Yet this is a strange way to illustrate it, I admit.
I have mentioned, countless, interminable times, that I am involved in several computer projects, and certainly in the wrong manner if you ask most of those who charge for their expertise in planning and time management, because it’s several projects at once, and when one stalls or I’ve gotten too frustrated with it, I switch to another. This works for me, however, and in doing this, I brought one to completion: I have the film scanner going again.
“Film?!” you demand querulously, offended to your very techno core. “Who the hell uses film anymore except hipsters?” And it’s true that I have been shooting solely on digital for the past couple of years, but a) I intend to do a little film shooting and developing fairly soon, despite my dearth of long hair or a man-bun, and b) I have a file drawer and two ring-binders loaded with film that I shot in the past, that I have no intention of discarding. So, you know, it’s nice to have access to these other than viewing them on a portable light table.
As proof, I provide my test scan:
This is a barn owl (Tito alba,) and as you can tell from the jesses (those little collars around its legs,) this is a captive, photographed during an educational event that I either attended or helped organize – I think the latter. It’s a species I’ve never photographed, or even seen, in the wild, though I’ve been hoping, but given how owls are nocturnal, the opportunities, even if the species is in the area (which does not appear to be the case,) are limited. I could have driven the number of commas in that sentence up to eight if I’d tried…

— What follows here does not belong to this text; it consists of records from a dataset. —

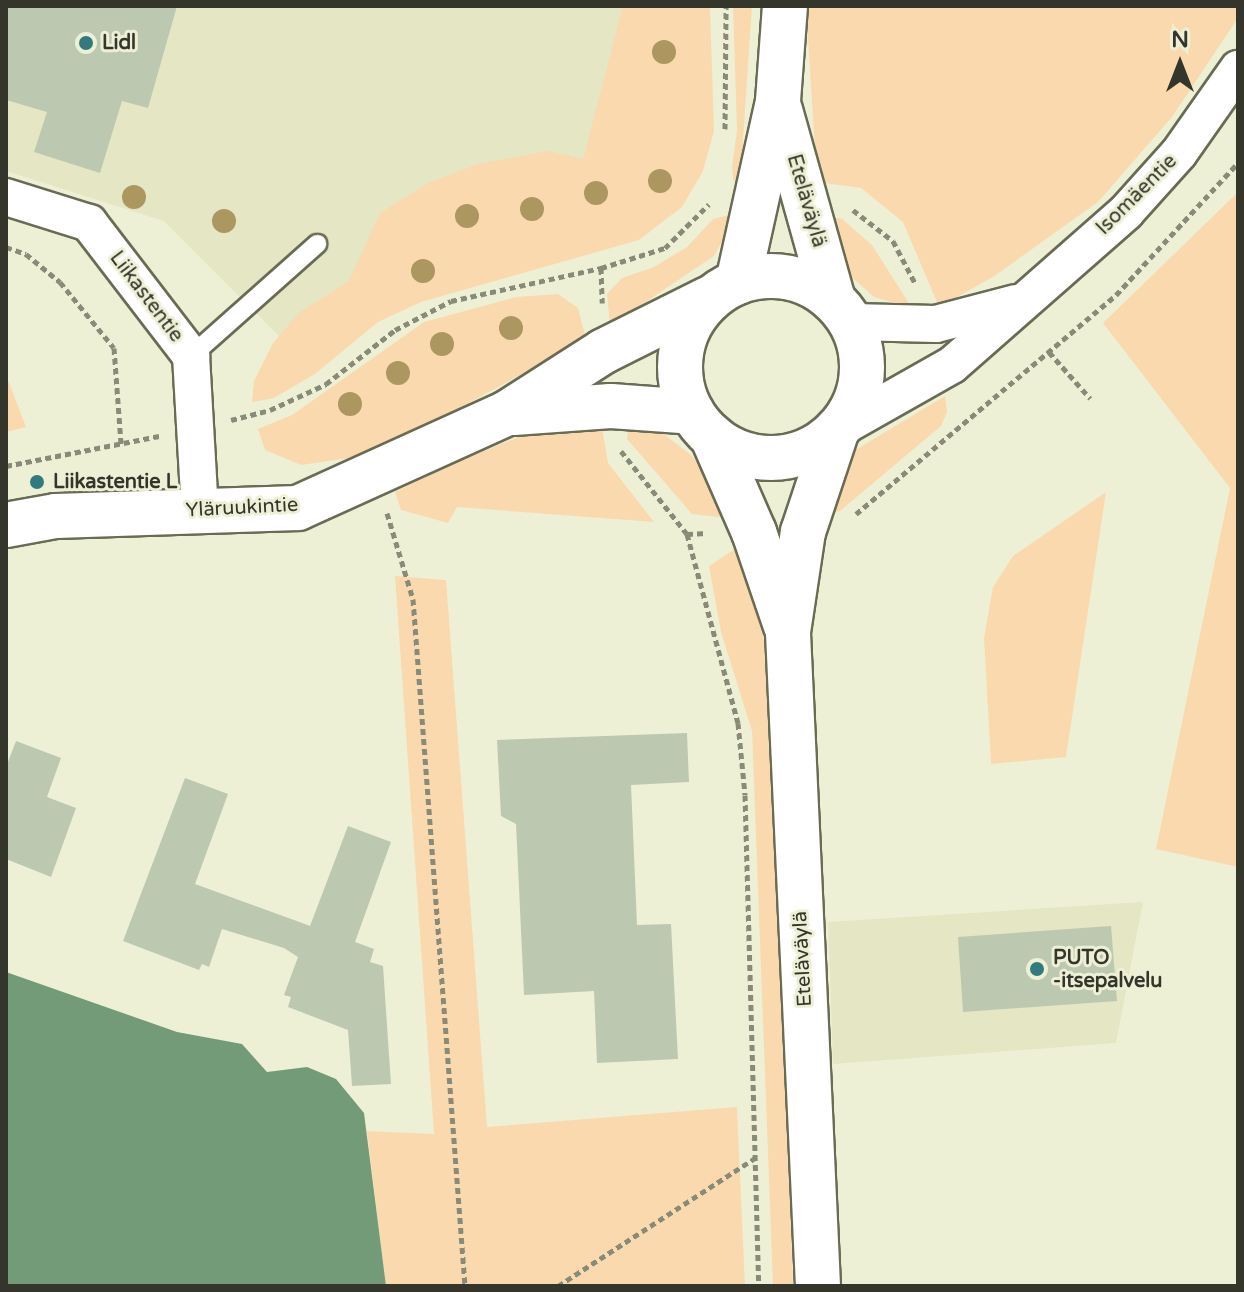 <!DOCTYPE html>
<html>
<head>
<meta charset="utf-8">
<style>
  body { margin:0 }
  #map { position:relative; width:1244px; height:1292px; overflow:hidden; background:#eef0d6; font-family:"Varela Round",sans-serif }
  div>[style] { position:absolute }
  .built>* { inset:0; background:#e4e6c4 }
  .green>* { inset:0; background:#fad9ae }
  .water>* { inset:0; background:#749b77 }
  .building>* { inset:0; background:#bdc8b1 }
  .path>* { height:5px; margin-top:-2.5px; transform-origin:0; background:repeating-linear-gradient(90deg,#898b79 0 6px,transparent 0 10px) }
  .roads { filter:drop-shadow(2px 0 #696b54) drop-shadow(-2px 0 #696b54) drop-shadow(0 2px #696b54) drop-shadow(0 -2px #696b54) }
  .service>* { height:18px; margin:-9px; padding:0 9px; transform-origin:9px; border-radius:9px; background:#fff }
  .minor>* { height:36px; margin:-18px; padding:0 18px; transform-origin:18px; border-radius:18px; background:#fff }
  .secondary>* { height:44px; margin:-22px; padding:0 22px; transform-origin:22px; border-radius:22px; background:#fff }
  .secondary>.ring { margin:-22px; padding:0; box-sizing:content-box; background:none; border:44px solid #fff; border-radius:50% }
  .trees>* { width:24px; height:24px; margin:-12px; border-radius:50%; background:#ad9760 }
  .dots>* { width:22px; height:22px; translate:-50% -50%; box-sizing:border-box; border:4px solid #eef0d6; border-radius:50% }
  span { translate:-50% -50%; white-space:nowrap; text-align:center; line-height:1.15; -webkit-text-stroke:6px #eef0d6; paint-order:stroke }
  .poi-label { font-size:20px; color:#35362b; font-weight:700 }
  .left { translate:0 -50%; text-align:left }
  .street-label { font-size:20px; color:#35362b }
  .frame { position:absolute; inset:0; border:8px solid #35362b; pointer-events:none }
  .north { position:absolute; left:1140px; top:24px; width:80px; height:80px; -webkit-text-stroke:6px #eef0d6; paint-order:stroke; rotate:0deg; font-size:22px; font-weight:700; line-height:32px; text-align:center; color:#35362b }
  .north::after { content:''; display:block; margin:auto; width:28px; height:36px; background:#35362b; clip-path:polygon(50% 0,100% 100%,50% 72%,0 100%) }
</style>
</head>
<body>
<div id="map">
  <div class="built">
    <div style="clip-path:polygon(6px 6px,633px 6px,592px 159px,280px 337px,164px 221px,6px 171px)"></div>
    <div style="clip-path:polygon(1143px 902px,1116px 1043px,833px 1064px,828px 922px)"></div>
  </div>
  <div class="green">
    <div style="clip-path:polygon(623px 6px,710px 6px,714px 131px,703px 171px,682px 207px,639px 240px,421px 302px,378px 322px,315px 374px,274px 398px,252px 402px,254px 381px,273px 343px,299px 313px,349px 281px,380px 213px,428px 183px,478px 164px,548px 151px,583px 159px)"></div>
    <div style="clip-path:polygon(733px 6px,752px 6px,740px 183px,733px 180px,732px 167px,737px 130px)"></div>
    <div style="clip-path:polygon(806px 6px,1238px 6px,1238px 18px,1172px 117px,1098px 202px,993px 277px,939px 307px,903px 222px,861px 188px,817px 182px)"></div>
    <div style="clip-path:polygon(1238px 192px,1238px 867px,1156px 849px,1230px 488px,1103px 323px)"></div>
    <div style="clip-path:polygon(737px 213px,714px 256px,610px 326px,607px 294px,622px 278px,654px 267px,687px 247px,713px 219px)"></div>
    <div style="clip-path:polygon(825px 215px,842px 219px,872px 245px,912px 308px,874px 297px,847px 273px)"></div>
    <div style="clip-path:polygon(558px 294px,578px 308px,586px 339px,430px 424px,356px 457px,301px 465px,265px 450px,258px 429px,292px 415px,424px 322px,516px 297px)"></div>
    <div style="clip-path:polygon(6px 375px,26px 427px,6px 432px)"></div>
    <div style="clip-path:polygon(945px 396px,947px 412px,941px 426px,840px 511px,824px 513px,852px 452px)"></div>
    <div style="clip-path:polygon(601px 422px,608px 463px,654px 522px,457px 507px,448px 523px,401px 510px,395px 492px,455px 463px,528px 433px)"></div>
    <div style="clip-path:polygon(629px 422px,660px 431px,691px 455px,714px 485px,727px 518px,692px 514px,627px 439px)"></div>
    <div style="clip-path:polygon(1106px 492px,1066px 757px,991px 764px,984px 638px,993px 587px,1013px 556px)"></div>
    <div style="clip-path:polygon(738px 547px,762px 624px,773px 728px,793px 1286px,773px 1286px,752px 731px,721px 632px,709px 566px)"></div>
    <div style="clip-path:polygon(395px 576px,446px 580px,487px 1127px,737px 1107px,745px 1286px,386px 1286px,367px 1131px,434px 1134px)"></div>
  </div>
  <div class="water">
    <div style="clip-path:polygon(6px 972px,177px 1032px,242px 1044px,267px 1072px,307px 1067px,336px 1079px,364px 1113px,386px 1286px,6px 1286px)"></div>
  </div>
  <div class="building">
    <div style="clip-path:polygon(6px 6px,177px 6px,148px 108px,122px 101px,100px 173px,34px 152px,47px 112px,6px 100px)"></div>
    <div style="clip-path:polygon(687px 733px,689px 782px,631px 785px,637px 925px,671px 924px,678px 1059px,597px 1063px,594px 991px,524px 995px,516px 824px,501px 816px,497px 740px)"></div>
    <div style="clip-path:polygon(16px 741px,61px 758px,47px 797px,76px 808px,51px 877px,6px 859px,6px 767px)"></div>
    <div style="clip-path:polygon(185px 778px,228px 794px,195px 884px,294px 920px,310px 926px,348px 826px,391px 842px,355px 942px,374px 949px,370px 962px,383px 966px,391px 1084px,352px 1086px,348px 1030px,288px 1007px,291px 997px,284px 995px,298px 957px,284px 948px,222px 929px,209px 967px,202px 964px,199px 970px,123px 941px)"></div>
    <div style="clip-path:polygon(1111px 926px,1117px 1001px,963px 1012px,958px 937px)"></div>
  </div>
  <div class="path">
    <div style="left:725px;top:129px;width:123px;rotate:-89.5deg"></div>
    <div style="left:853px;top:210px;width:51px;rotate:37.8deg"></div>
    <div style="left:893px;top:241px;width:47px;rotate:62.4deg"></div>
    <div style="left:6px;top:247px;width:21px;rotate:19deg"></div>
    <div style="left:26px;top:254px;width:44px;rotate:39.5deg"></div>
    <div style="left:60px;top:282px;width:85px;rotate:50.7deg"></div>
    <div style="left:114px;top:348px;width:96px;rotate:85.8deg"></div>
    <div style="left:601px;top:268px;width:67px;rotate:-17.4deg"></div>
    <div style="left:665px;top:248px;width:62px;rotate:-45deg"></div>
    <div style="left:1049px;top:352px;width:62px;rotate:48.3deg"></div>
    <div style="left:231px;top:420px;width:40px;rotate:-14.4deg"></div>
    <div style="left:270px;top:410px;width:62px;rotate:-24.9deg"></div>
    <div style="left:326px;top:384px;width:88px;rotate:-38deg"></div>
    <div style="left:395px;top:330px;width:63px;rotate:-27.4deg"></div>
    <div style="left:451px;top:301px;width:154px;rotate:-12.4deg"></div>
    <div style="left:601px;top:268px;width:35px;rotate:88deg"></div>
    <div style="left:621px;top:451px;width:106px;rotate:51.5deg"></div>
    <div style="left:687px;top:534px;width:20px;rotate:-3deg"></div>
    <div style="left:6px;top:466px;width:156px;rotate:-11.1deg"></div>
    <div style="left:387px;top:513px;width:90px;rotate:73.2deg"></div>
    <div style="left:413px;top:599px;width:689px;rotate:85.67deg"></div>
    <div style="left:856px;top:514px;width:340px;rotate:-40.1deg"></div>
    <div style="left:1116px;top:295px;width:180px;rotate:-47.3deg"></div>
    <div style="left:687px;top:534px;width:196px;rotate:74.9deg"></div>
    <div style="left:738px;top:723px;width:72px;rotate:84.4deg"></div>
    <div style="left:745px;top:795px;width:491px;rotate:88.4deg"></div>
    <div style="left:558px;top:1286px;width:235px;rotate:-33deg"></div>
  </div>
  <div class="roads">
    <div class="service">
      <div style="left:191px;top:356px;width:169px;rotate:-41.6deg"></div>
    </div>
    <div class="minor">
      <div style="left:6px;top:197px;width:87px;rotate:17.4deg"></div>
      <div style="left:89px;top:223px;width:168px;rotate:52.5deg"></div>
      <div style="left:191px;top:356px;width:154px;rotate:86.7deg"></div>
      <div style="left:852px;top:322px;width:84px;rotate:1.4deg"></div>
      <div style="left:936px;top:324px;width:83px;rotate:-14.7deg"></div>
      <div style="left:837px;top:430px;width:132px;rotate:-29.5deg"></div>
      <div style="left:952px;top:365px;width:232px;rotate:-41.3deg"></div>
      <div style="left:1126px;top:212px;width:79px;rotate:-48.1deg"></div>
      <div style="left:1179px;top:153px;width:103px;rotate:-54.9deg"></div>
    </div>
    <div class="secondary">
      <div style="left:780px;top:110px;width:197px;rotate:74.4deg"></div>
      <div class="ring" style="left:680px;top:276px;width:138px;height:138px"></div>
      <div style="left:738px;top:282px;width:185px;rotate:-77.5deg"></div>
      <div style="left:778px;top:101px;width:95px;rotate:-85.8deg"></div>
      <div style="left:514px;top:413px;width:97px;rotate:-4.1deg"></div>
      <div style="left:611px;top:406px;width:81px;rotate:4.2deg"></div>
      <div style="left:712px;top:436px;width:105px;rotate:66.4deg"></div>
      <div style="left:754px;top:532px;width:99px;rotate:71.2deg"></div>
      <div style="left:6px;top:525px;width:51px;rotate:-10.2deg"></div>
      <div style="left:56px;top:516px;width:242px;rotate:-1.9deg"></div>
      <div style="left:298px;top:508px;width:230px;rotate:-24.4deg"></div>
      <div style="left:507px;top:413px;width:115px;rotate:-32.6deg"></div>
      <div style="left:604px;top:351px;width:116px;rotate:-26.6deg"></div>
      <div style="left:818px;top:1286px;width:655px;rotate:-92.63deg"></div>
      <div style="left:788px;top:632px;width:101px;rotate:-81.5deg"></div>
      <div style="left:803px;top:532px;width:108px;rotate:-71.6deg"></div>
    </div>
  </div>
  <div class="trees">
    <div style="left:664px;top:52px"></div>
    <div style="left:660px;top:181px"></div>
    <div style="left:596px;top:193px"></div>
    <div style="left:134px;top:197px"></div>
    <div style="left:532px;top:209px"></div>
    <div style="left:467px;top:216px"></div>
    <div style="left:224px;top:221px"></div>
    <div style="left:423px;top:271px"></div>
    <div style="left:511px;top:328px"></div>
    <div style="left:442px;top:344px"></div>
    <div style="left:398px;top:373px"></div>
    <div style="left:350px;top:404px"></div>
  </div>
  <div class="dots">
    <div style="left:86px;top:43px;background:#317b7f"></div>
    <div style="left:37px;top:482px;background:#317b7f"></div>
    <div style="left:1037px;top:969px;background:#317b7f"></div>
  </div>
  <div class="poi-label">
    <span class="left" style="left:102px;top:43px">Lidl</span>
    <span class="left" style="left:53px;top:482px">Liikastentie L</span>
    <span class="left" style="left:1053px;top:970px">PUTO<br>-itsepalvelu</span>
  </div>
  <div class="street-label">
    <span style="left:1137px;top:195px;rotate:-45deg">Isomäentie</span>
    <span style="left:806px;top:201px;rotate:74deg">Eteläväylä</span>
    <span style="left:146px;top:297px;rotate:53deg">Liikastentie</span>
    <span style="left:242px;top:508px;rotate:-3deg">Yläruukintie</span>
    <span style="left:803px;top:959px;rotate:-93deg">Eteläväylä</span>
  </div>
  <div class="frame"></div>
  <div class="north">N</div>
</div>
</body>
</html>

I didn’t have a particular purpose in having this scan on my harddrive, it was just handy when the scanner started playing nice. One of the issues with this is the two film scanners that I have are both fairly old, running on 32-bit Windows systems, so not ready to play with the later versions in the slightest, much less Linux. There’s one bit of Linux software that will indeed recognize the scanners, but it’s mildly expensive, and in this case I got things happening without resorting to that – not to mention that user reviews of that software are not enthusiastic.
But this reminded me of one of the hassles of film scanning, and that’s dust. The acetate base of film is highly conducive to static electricity, which causes dust to adhere to it quickly and readily, and in addition, slide mounts are often cardboard and produce their own dust in quantity. Despite best efforts in removing this before scanning, some will still adhere (or quickly reattach) and this shows up in the resulting image file, necessitating a certain amount of touchup with an editing program to have a clean image. I’m fairly adept at this now, having done it for years, but that doesn’t mean it’s not time-consuming. The various dust removal programs and plugins that I’ve tried have been both next to worthless and often soften the details of the image itself, so they’re out.
You may have seen the dust in the image above, and that’s because I simply slapped the slide in for the test without preparation – subsequent scans (which you’ll see shortly) are a hell of a lot better. But for giggles, I’ll show you what it looks like if you don’t blow off and brush off the slide before scanning. This is full resolution:
Bear in mind, if the film is prepped adequately before the scan, most of this isn’t present, but for instance old negatives will degrade over time and lose the emulsion in tiny patches, which won’t simply blow or brush away. There are various tricks to take care of these, which I may tackle soon in a post or a page on the main site, but for now, you can find such tips online if you’re in search of them.
Anyway, another aspect is back online, so I’m pleased. Getting some use out of the winter, at least.